N’entendons néanmoins comprendre dans ladite recherche, ceux de ladite province qui ont été ennoblis par lettres patentes, bien et dûment registrées en notre dite cour de parlement jusqu’à présent, lesquels nous voulons et entendons y être confirmez, comme par ces présentes nous les y confirmons, nonobstant toutes lettres et toutes déclarations qui pourroient avoir été données à ce contraire, en payant par chacun de ceux qui auroient été ennoblis .depuis le 1er janvier 1610 jusqu’à présent, ou par leurs enfants, la somme de 1,000 livres [3] ; et pour faciliter ladite recherche, nous voulons et entendons aussi, que vous vous assembliez tous les jours à dix heures du matin, après que notre dite cour de parlement sera levée et les jours qu’elle n’entrera de relevée ; et que les arrêts et règlements qui seront par vous donné, en exécution des présentes, soit d’instruction, ou définitifs, soit expédiés par le greffier ordinaire de notre dite cour, et exécutés en dernier ressort en la même forme et manière que les autres arrêts d’icelle, pour être les deniers provenant des dites amendes, employés au rachat de partie du domaine de notre dit duché de Bretagne.

Si donnons en mandement à nos amez et féaux conseillers les gens tenant notre cour de parlement à Rennes, que ces présentes ils ayent à faire registrer purement et simplement selon leur forme et teneur, sans permettre ni souffrir qu’il y soit contrevenu en quelque sorte et manière que ce soit, nonobstant et sans avoir égard à toutes lettres et arrêts à ce contraires, auxquels nous avons dérogé et dérogeons par ces présentes ; car tel est notre plaisir.

Donné à Paris, le vingtième jour du mois de janvier, l’an de grâce 1668, et de notre règne le vingt-cinquième.
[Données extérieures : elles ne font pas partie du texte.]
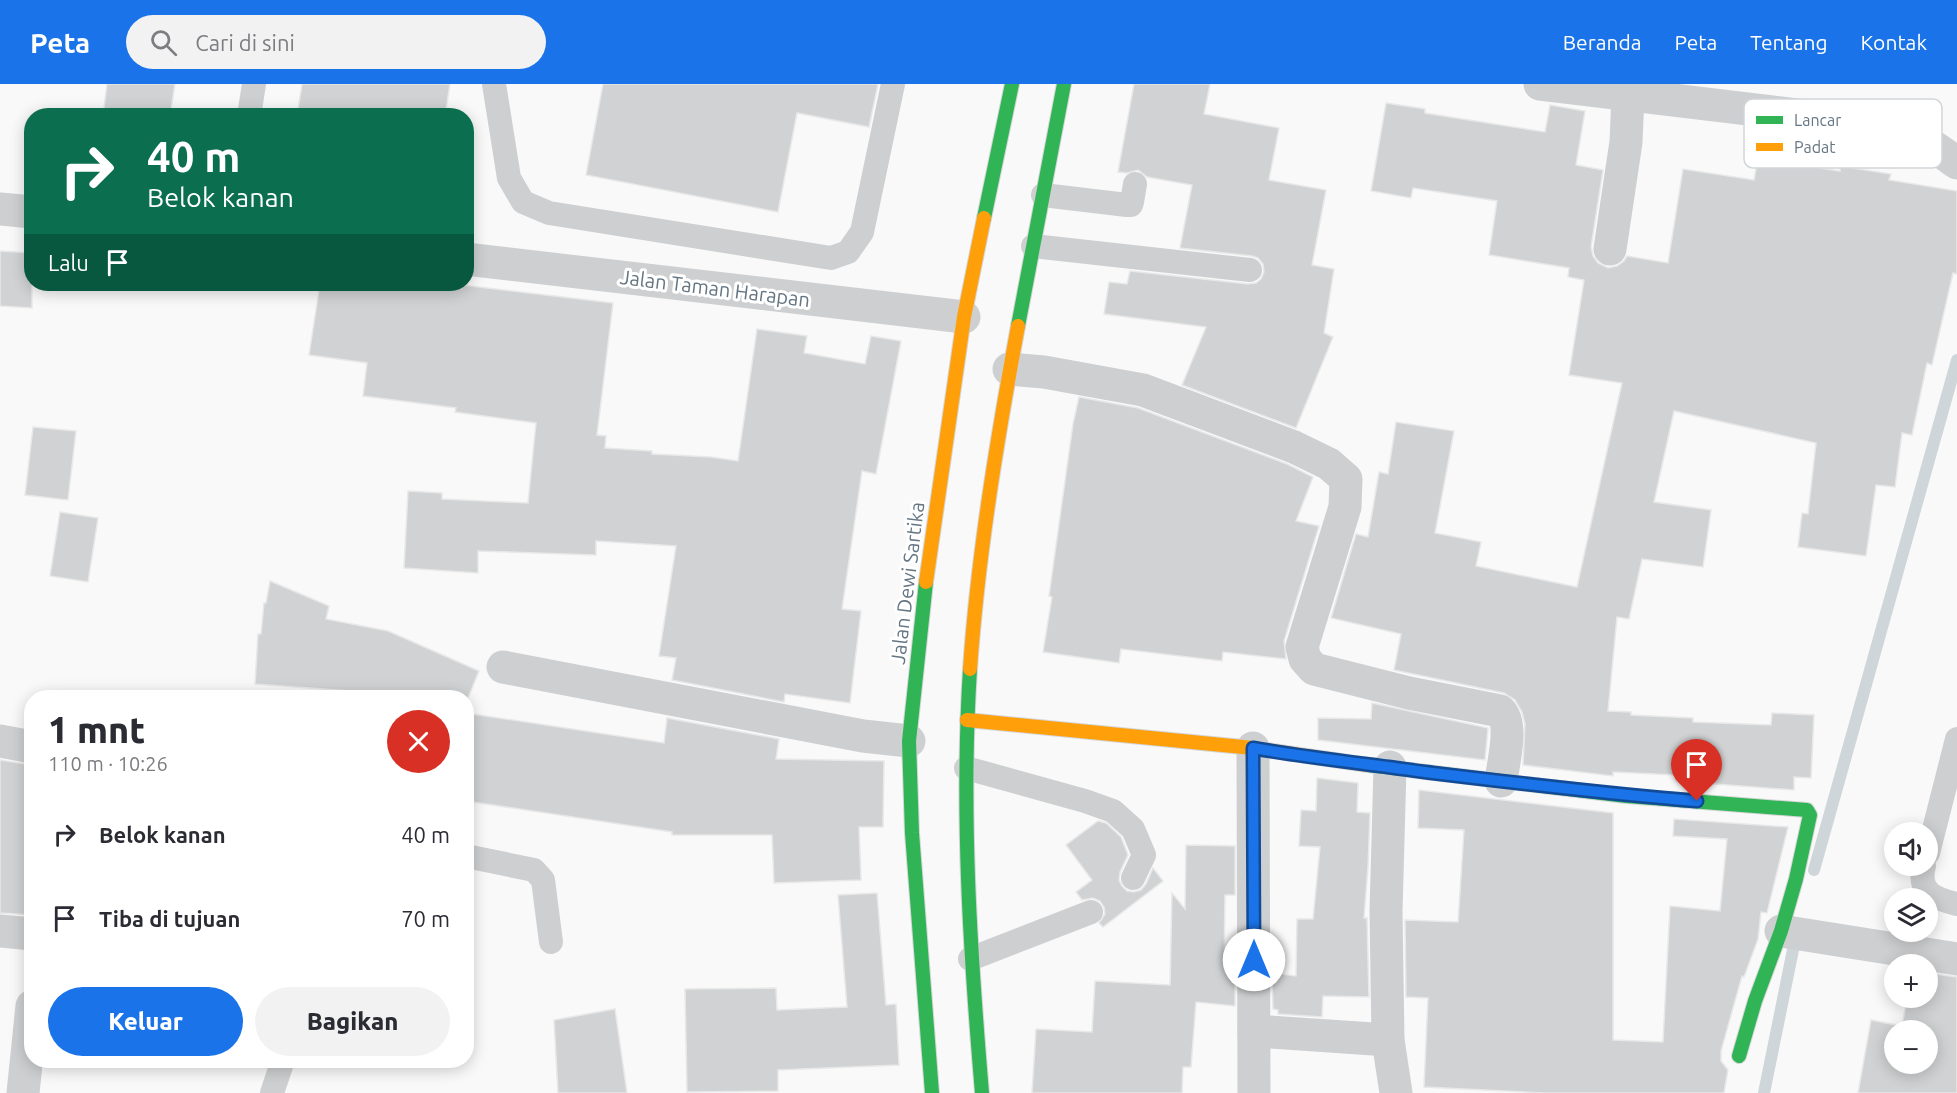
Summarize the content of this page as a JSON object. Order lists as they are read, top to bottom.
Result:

Signé : Louis.

Et plus bas, par le roy : de Lyonne ; et scellé du grand sceau de cire jaune, à simple queue.


[1Aucun n’usurpera le nom, tiltre, armes, préeminences et privilèges de noblesse : et ceux qui le feroient et en seroient convaincuz, seront condamnés rayer lesdits nom, qualité, armes et préeminences de noblesse, et en l’amende de trois cents livres, moitié à la paroisse, moitié au délateur, outre l’amende deuë au roy, et sans préjudice de plus grande peine pour le crime de faux, si elle y eschet. (Coutume de Bretagne, article 677.) D’Argentré ajoute ; Hic magnis clamoribus nobilitatis perlatus est, et nuper quidam in hos casses incidit, sed nimio plures eadem meruere.

[2Un arrêt du conseil d’état du 7 juillet 1668, réduisit l’amende à, 100 livres pour les particuliers qui feraient leurs déclarations au greffe des juridictions royales comme ils renonçoient aux qualitez par eux usurpées, et ne s’en vouloient servir à l’avenir. Le même arrêt régla à 400 livres l’amende de ceux qui, voulant soutenir les qualités de chevalier et écuyer, succomberaient par le jugement des commissaires. On n’a point poursuivi criminellement ceux qui ont produit des actes faux pour soutenir la qualité de noble ; ils ont seulement été condamnés en autant de fois cent livres d’amende qu’il y avait d’actes faux.

[3Une autre ordonnance du 25 juin 1669, obligea chacun des descendants des maires, échevins, procureurs syndics et greffiers de la ville de Nantes, depuis 1600, au payement d’une pareille somme de mille livres, pour être confirmés en la jouissance du titre de noblesse.